Photo by Lucy Garrett
Andrea Morales is a documentary photographer, journalist and educator born in Peru, raised in Miami, now living and working in Memphis, Tennessee. Her personal work attempts to lens the issues of displacement, disruption and magic. Adding glimpses of daily life, meaningful or mundane, to the record through photography is central to her practice.

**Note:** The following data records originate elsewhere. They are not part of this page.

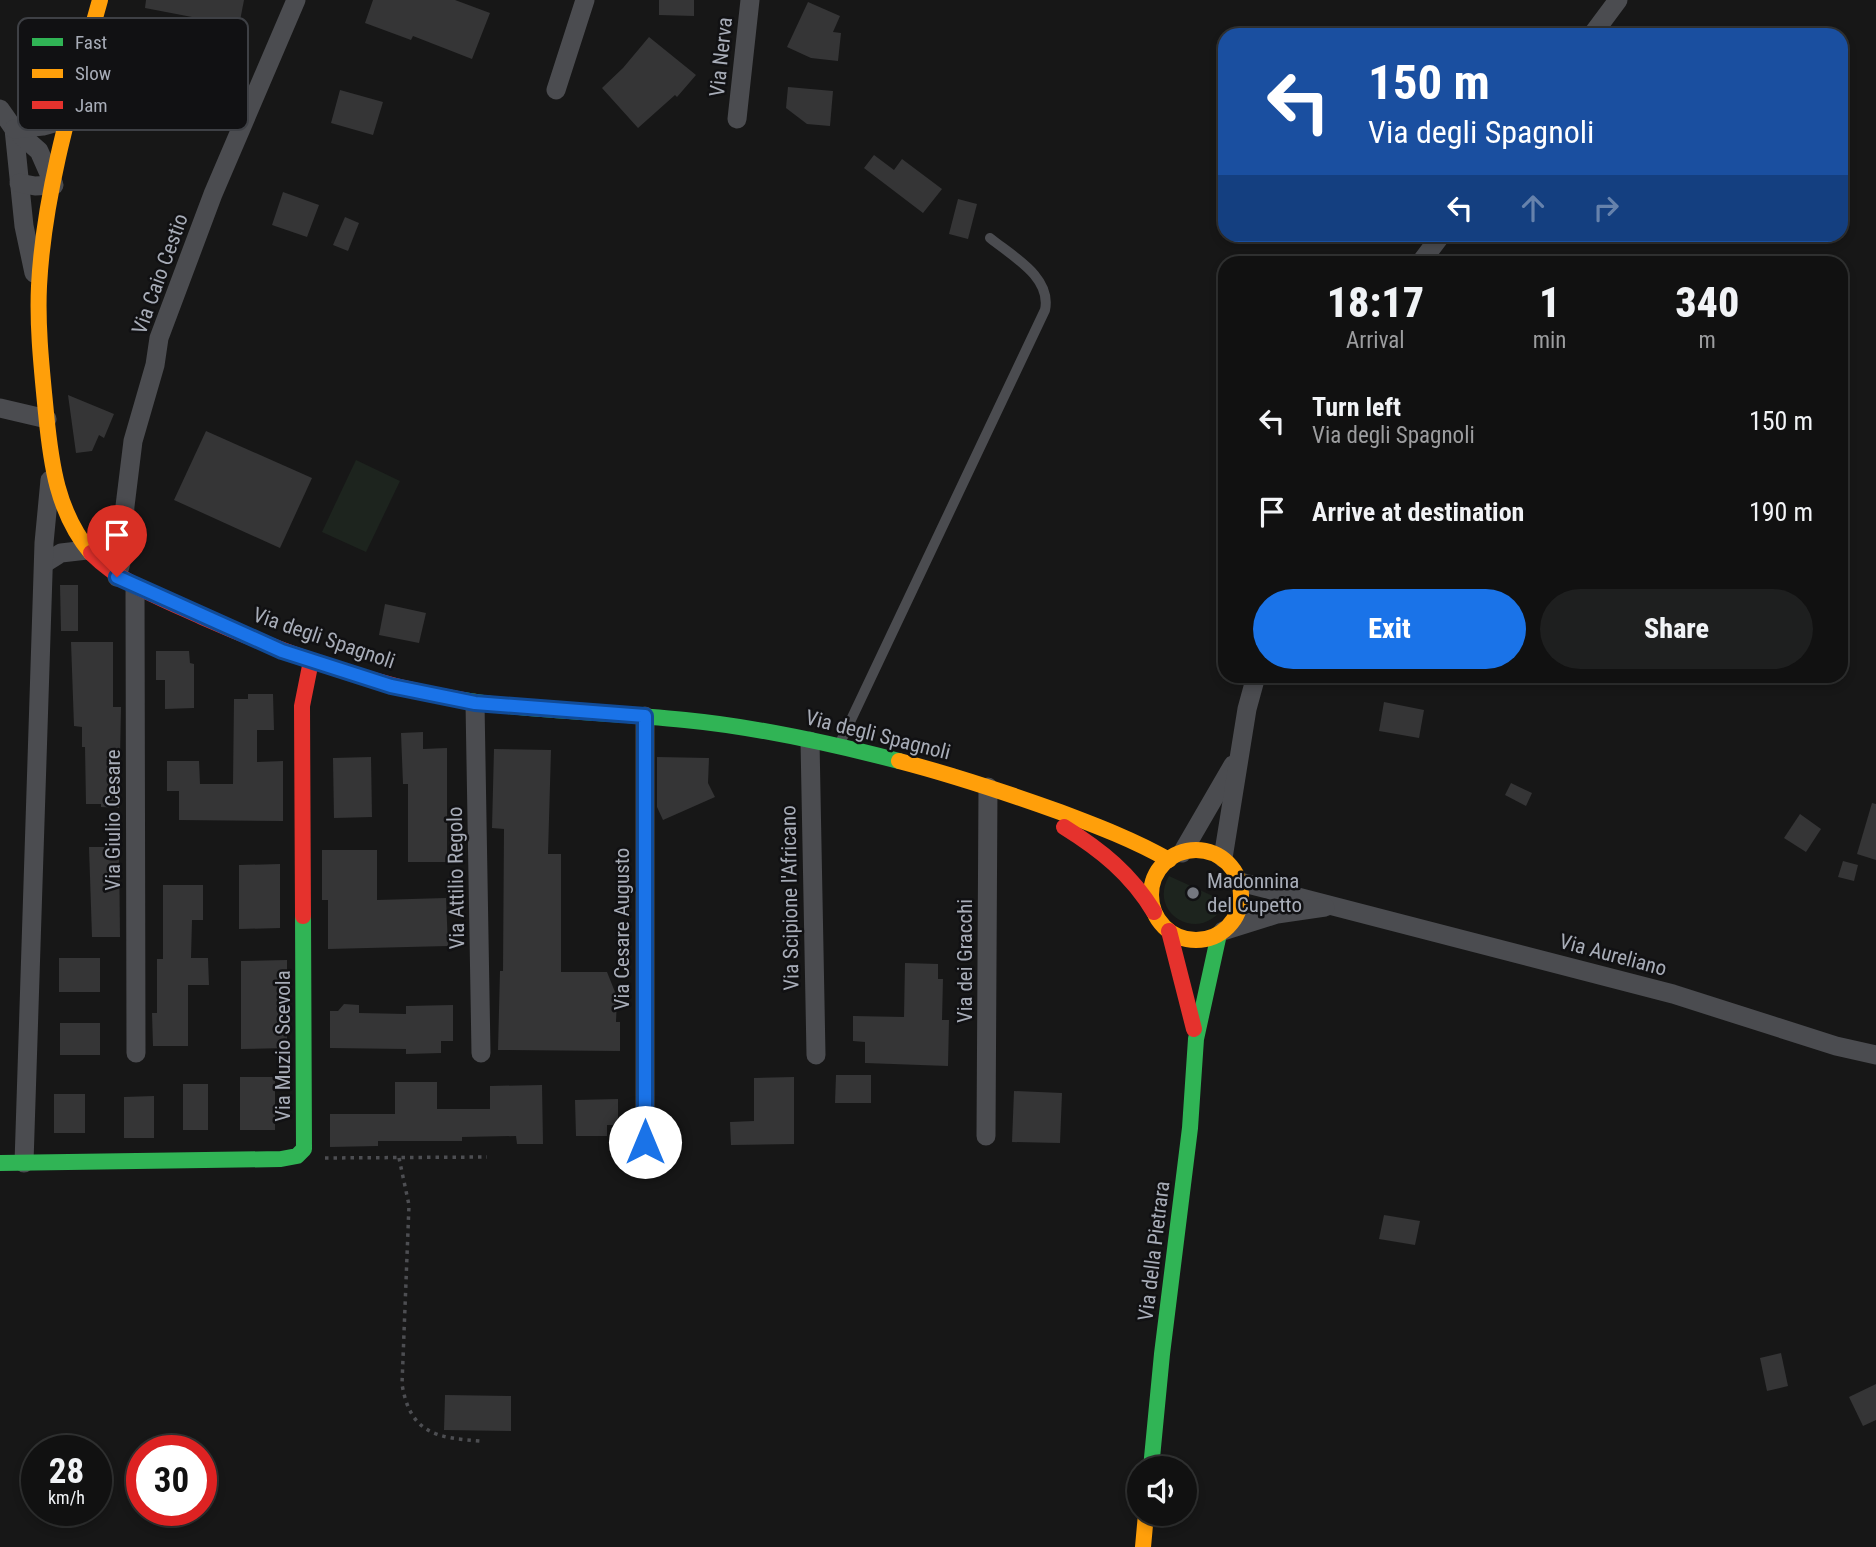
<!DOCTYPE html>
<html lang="en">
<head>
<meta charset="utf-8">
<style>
  body { margin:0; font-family:"Roboto Condensed",sans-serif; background:#1e1f1f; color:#f1f3f6; height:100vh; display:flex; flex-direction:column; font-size:26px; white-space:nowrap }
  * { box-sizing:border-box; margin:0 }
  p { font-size:23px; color:#9c9d9f }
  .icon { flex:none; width:38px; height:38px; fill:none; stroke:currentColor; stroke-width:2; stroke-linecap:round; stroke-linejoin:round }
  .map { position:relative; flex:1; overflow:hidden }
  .drawer { position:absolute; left:1218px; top:256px; width:630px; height:427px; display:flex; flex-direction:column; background:#111; border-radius:21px; box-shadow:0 4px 10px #0003,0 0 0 2px #303131 }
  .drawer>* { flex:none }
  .banner { position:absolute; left:1218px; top:28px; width:630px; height:214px; border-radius:21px; box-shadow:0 4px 10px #0003,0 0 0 2px #303131; background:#1a4fa0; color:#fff; overflow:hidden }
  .fabs { position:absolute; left:1127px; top:1456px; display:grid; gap:14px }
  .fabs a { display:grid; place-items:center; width:70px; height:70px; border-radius:50%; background:#111; box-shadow:0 4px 10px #0003,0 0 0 2px #303131; font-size:35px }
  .speed { position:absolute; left:21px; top:1435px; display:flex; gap:14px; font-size:35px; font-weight:700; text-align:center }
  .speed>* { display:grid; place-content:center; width:91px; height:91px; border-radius:50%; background:#111; box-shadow:0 4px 10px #0003,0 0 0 2px #303131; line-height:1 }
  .speed small { font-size:18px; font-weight:400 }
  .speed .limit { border:10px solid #d22; background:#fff; color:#111 }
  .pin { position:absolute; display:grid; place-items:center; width:60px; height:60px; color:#fff; margin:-72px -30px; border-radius:50% 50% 50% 0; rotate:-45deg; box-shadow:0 0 7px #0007 }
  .pin .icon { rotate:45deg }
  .me { position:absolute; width:77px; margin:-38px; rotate:0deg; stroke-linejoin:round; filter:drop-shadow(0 0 5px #0008) }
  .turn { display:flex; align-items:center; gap:24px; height:147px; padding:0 35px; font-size:32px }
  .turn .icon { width:91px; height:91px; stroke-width:2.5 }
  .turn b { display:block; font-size:49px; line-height:60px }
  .lanes { display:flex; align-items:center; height:66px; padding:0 35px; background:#0003; justify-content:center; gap:35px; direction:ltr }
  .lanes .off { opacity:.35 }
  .eta { display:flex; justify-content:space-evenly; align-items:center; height:119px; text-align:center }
  .eta b { font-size:42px; font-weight:800; line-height:49px }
  .cta { display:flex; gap:14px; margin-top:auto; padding:14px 35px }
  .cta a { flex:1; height:80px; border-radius:42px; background:#1a73e8; color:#fff; font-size:28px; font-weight:800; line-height:80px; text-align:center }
  .cta a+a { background:#1e1f1f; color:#f1f3f6 }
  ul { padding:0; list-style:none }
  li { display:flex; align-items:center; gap:21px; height:91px; padding:0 35px }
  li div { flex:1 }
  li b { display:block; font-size:26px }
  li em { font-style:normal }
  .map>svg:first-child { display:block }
</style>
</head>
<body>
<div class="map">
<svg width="1876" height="1547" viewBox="0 0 1876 1547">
  <rect width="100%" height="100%" fill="#171717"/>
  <g fill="#1d241e">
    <path d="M356 460 400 481 366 552 322 532Z"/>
    <path d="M1169 876 1226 902C1204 947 1146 915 1169 876Z"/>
  </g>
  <g fill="#353536">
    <path d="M146 0H244L239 26 145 8Z"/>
    <path d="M373 0H455L490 13 472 59 413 36 411 40 365 23Z"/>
    <path d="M659 0H694V16L659 15Z"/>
    <path d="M808 2 840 16 833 32 841 33 838 61 811 58 787 47Z"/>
    <path d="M649 37 696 75 677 97 675 95 638 128 602 88 623 68Z"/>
    <path d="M788 87 833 91 830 126 807 124 786 108Z"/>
    <path d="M340 90 383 102 373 135 331 123Z"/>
    <path d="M874 155 894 170 902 159 942 189 923 213 864 168Z"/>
    <path d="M283 192 319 205 307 237 272 225Z"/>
    <path d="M958 199 977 204 968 239 949 234Z"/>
    <path d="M345 217 359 223 348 251 333 245Z"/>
    <path d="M68 395 114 414 104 438 99 435 92 451 76 453Z"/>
    <path d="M206 431 312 478 280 548 174 500Z"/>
    <path d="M60 585H78V631H61Z"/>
    <path d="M385 604 426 613 419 643 379 635Z"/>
    <path d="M71 642H113V707H121L119 808 101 807V804H86L85 747H82V727L74 726Z"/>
    <path d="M156 651H189L190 663 194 664V708L165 709V680H156Z"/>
    <path d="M248 694H273L274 730H257V762L283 761V821L179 820V791H167V761H199L200 784H233L234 699H248Z"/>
    <path d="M1384 702 1424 710 1419 738 1379 731Z"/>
    <path d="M423 732V749L447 748V862H408V784H403L401 733Z"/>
    <path d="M494 749 551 750 548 854H561V972H607L617 997 616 1022H620V1051L498 1050 500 971H503L504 829 492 828Z"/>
    <path d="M371 757 372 817 334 818 333 758Z"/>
    <path d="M657 757 709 758 708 783 715 797 663 820 657 807Z"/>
    <path d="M1511 783 1532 793 1526 806 1505 795Z"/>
    <path d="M1872 803 1876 804V860L1857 854Z"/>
    <path d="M1800 814 1821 829 1806 852 1784 838Z"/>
    <path d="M89 847H119L120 937H92Z"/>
    <path d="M322 850H377V900L446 898 448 946 328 949V900H322Z"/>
    <path d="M1843 861 1858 865 1854 881 1838 877Z"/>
    <path d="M280 864V928L239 929V865Z"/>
    <path d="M163 885H203V920H192L191 958H208L209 985H188V1046H153L152 1013H157V959H163Z"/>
    <rect x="59" y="958" width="41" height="34"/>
    <path d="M287 960V1048L241 1049V961Z"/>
    <path d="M905 963 938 964V979H943L942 1020H949L948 1066 865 1063V1042L853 1041V1016L904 1017Z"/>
    <path d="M344 1004 359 1005V1013L406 1014V1006L453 1005V1041H441V1053L406 1054V1049L330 1048V1011H338Z"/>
    <rect x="60" y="1023" width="40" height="32"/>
    <path d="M836 1075H871V1103H835Z"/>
    <rect x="240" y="1077" width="35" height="53"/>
    <path d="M794 1077V1144L731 1145 730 1122 754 1121V1078Z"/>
    <path d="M395 1082H437V1109H490V1086L542 1085 543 1144H517L516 1136 462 1137V1141H378V1146L330 1147V1114H395Z"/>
    <rect x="183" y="1084" width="25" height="46"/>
    <path d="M1014 1091 1062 1093 1060 1143 1012 1142Z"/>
    <rect x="54" y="1094" width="31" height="39"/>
    <path d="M154 1096V1138H124V1097Z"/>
    <path d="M618 1099V1125H607V1136H576L575 1100Z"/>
    <path d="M1384 1215 1420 1221 1415 1245 1379 1239Z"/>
    <path d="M1781 1353 1788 1386 1767 1391 1760 1358Z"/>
    <path d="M1876 1384V1420L1863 1426 1849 1397Z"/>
    <path d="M445 1395 511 1396V1431L444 1430Z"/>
  </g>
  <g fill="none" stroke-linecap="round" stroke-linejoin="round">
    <g stroke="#4d4e52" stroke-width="3.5" stroke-dasharray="3.5 5" stroke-linecap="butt">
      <path d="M325 1158 487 1157"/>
      <path d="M399 1158 409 1205 402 1384C410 1434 437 1438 481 1441"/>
    </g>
    <path stroke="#4b4c50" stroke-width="10" d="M840 743 1045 310C1052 277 1012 256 990 238"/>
    <g stroke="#4b4c50" stroke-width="19">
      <path d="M1592 35 1618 0"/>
      <path d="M556 90 585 0"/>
      <path d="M0 109 14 129 24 226 34 273"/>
      <path d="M737 119 750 0"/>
      <path d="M14 129 39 151 54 185 35 186 19 183"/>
      <path d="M14 129 43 126 68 119"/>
      <path d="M1421 262 1442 234"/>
      <path d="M0 408 47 419"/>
      <path d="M45 563 61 553 87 550"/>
      <path d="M117 577 122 559 125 506 133 441 155 365 159 338 213 194 296 0"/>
      <path d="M135 586 136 1053"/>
      <path d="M475 703 481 1053"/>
      <path d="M645 716V1142"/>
      <path d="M810 741 816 1055"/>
      <path d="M1182 853 1233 765"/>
      <path d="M1223 858 1247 709 1256 676"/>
      <path d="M1240 882 1673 994 1836 1046 1876 1055"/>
      <path d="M1223 931 1277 914 1325 907"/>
      <path d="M986 1136 988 787"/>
      <path d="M24 1163 44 543 50 480"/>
    </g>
    <g stroke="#30b455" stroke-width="16">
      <path d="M463 700C536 712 611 712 685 720 758 727 829 743 899 761"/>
      <path d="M0 1163 281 1159 297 1156 304 1149 303 916"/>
      <path d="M1151 1468 1162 1354 1190 1128 1196 1039 1219 934"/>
    </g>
    <g stroke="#ff9f0a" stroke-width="16">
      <path d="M91 553C57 512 51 464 46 413 42 371 37 328 39 286 44 189 74 93 100 0"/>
      <path d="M899 761C953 775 1007 793 1060 812 1097 826 1134 840 1169 860"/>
      <circle cx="1196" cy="895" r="45"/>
      <path d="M1143 1547 1146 1514"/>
    </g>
    <g stroke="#e5322d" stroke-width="16">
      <path d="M91 553C122 584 163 599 202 617 286 654 372 685 463 700"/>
      <path d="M1064 827C1101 850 1131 874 1154 912"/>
      <path d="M303 916 302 706 311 661"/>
      <path d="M1169 931 1194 1029"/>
    </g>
  </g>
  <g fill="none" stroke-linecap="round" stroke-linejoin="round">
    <g stroke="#114b97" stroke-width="18">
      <path id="route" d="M117 577 282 651 391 686 475 703 645 716V1142"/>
    </g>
    <use href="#route" stroke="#1a73e8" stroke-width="12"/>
  </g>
  <circle fill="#757880" stroke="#111113" stroke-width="2.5" cx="1193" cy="893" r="7"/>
  <g text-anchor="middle" stroke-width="5" stroke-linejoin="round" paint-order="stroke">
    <g font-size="21" fill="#a8adb8" stroke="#111113">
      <text transform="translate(721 57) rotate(-84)" y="7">Via Nerva</text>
      <text transform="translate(160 274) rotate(-70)" y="7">Via Caio Cestio</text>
      <text transform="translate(324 638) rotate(19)" y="7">Via degli Spagnoli</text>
      <text transform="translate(878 735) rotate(14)" y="7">Via degli Spagnoli</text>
      <text transform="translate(113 820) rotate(-90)" y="7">Via Giulio Cesare</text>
      <text transform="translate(456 878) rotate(-91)" y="7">Via Attilio Regolo</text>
      <text transform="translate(790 898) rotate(-91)" y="7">Via Scipione l'Africano</text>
      <text transform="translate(622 929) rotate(-90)" y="7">Via Cesare Augusto</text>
      <text transform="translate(1613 955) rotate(15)" y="7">Via Aureliano</text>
      <text transform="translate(965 961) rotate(-90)" y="7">Via dei Gracchi</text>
      <text transform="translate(283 1046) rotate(-90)" y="7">Via Muzio Scevola</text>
      <text transform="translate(1154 1251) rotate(-83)" y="7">Via della Pietrara</text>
    </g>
    <g font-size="21" fill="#a8adb8" stroke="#111113" text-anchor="start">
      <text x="1207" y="888">Madonnina<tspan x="1207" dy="24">del Cupetto</tspan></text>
    </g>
  </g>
  <rect x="18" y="18" width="230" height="112" rx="10" fill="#111113" stroke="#3e4045" stroke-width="2"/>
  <rect x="32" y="38" width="31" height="8" fill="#30b455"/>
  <rect x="32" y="69" width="31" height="9" fill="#ff9f0a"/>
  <rect x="32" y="101" width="31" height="8" fill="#e5322d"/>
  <g font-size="19" fill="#a8adb8">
    <text x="75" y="49">Fast</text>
    <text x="75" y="80">Slow</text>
    <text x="75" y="112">Jam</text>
  </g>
</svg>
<div class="fabs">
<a><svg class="icon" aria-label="sound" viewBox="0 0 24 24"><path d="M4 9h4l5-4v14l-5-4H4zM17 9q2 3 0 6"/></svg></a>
</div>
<div class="speed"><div>28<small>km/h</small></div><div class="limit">30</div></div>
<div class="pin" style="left:117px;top:577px;background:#d93025"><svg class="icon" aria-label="arrive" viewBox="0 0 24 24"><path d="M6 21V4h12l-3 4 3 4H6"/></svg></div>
<svg class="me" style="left:645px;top:1142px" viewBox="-20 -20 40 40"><circle r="19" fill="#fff"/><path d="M0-13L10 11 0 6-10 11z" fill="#1a73e8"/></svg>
<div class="banner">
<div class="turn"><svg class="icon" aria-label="left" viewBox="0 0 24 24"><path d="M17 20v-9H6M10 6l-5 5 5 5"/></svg><div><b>150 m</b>Via degli Spagnoli</div></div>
<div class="lanes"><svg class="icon" aria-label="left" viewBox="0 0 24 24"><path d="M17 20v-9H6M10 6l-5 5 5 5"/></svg><svg class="icon off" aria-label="ahead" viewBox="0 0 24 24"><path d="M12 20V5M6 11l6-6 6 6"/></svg><svg class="icon off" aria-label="right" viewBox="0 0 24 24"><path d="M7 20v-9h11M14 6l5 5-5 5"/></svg></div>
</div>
<section class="drawer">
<div class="eta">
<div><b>18:17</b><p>Arrival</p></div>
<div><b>1</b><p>min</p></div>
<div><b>340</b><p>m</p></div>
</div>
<ul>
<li><svg class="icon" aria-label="left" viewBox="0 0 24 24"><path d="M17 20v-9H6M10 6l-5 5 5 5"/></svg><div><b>Turn left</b><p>Via degli Spagnoli</p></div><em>150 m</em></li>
<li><svg class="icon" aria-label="arrive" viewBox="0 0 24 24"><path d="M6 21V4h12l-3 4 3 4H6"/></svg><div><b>Arrive at destination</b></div><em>190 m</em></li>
</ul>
<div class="cta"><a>Exit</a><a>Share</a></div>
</section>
</div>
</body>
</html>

She has worked as a photojournalist in newsrooms small and large, such as The Concord Monitor, The Lima News and The New York Times, with equal enthusiasm. She’s also worked at the University of Mississippi’s Southern Documentary Project with students in the Center for the Study of Southern Culture.
SELECT CLIENTS
The New York Times; The Washington Post; The Wall Street Journal; The Bitter Southerner; CNN; TIME; NBC News; Pro Publica; The Guardian; The Atlantic
EDUCATION
University of Florida | BS in journalism | 2006
Ohio University | MA in visual communication | 2013
University of Mississippi | MFA in documentary expression | 2021
In Memphis, she serves as the visuals editor at MLK50: Justice Through Journalism, a nonprofit newsroom in Memphis reporting from the intersection of power, poverty and public policy along. Her work has been exhibited across the country and is held in public and private collections including The Do Good Fund, Memphis International Airport, and the Memphis Brooks Museum of Art.
Her first major museum exhibition Roll Down Like Water, opens at the Memphis Brooks Museum of Art in September 2024. The accompanying academic catalog, designed by Paul Holberton Publishing, will be published in October 2024.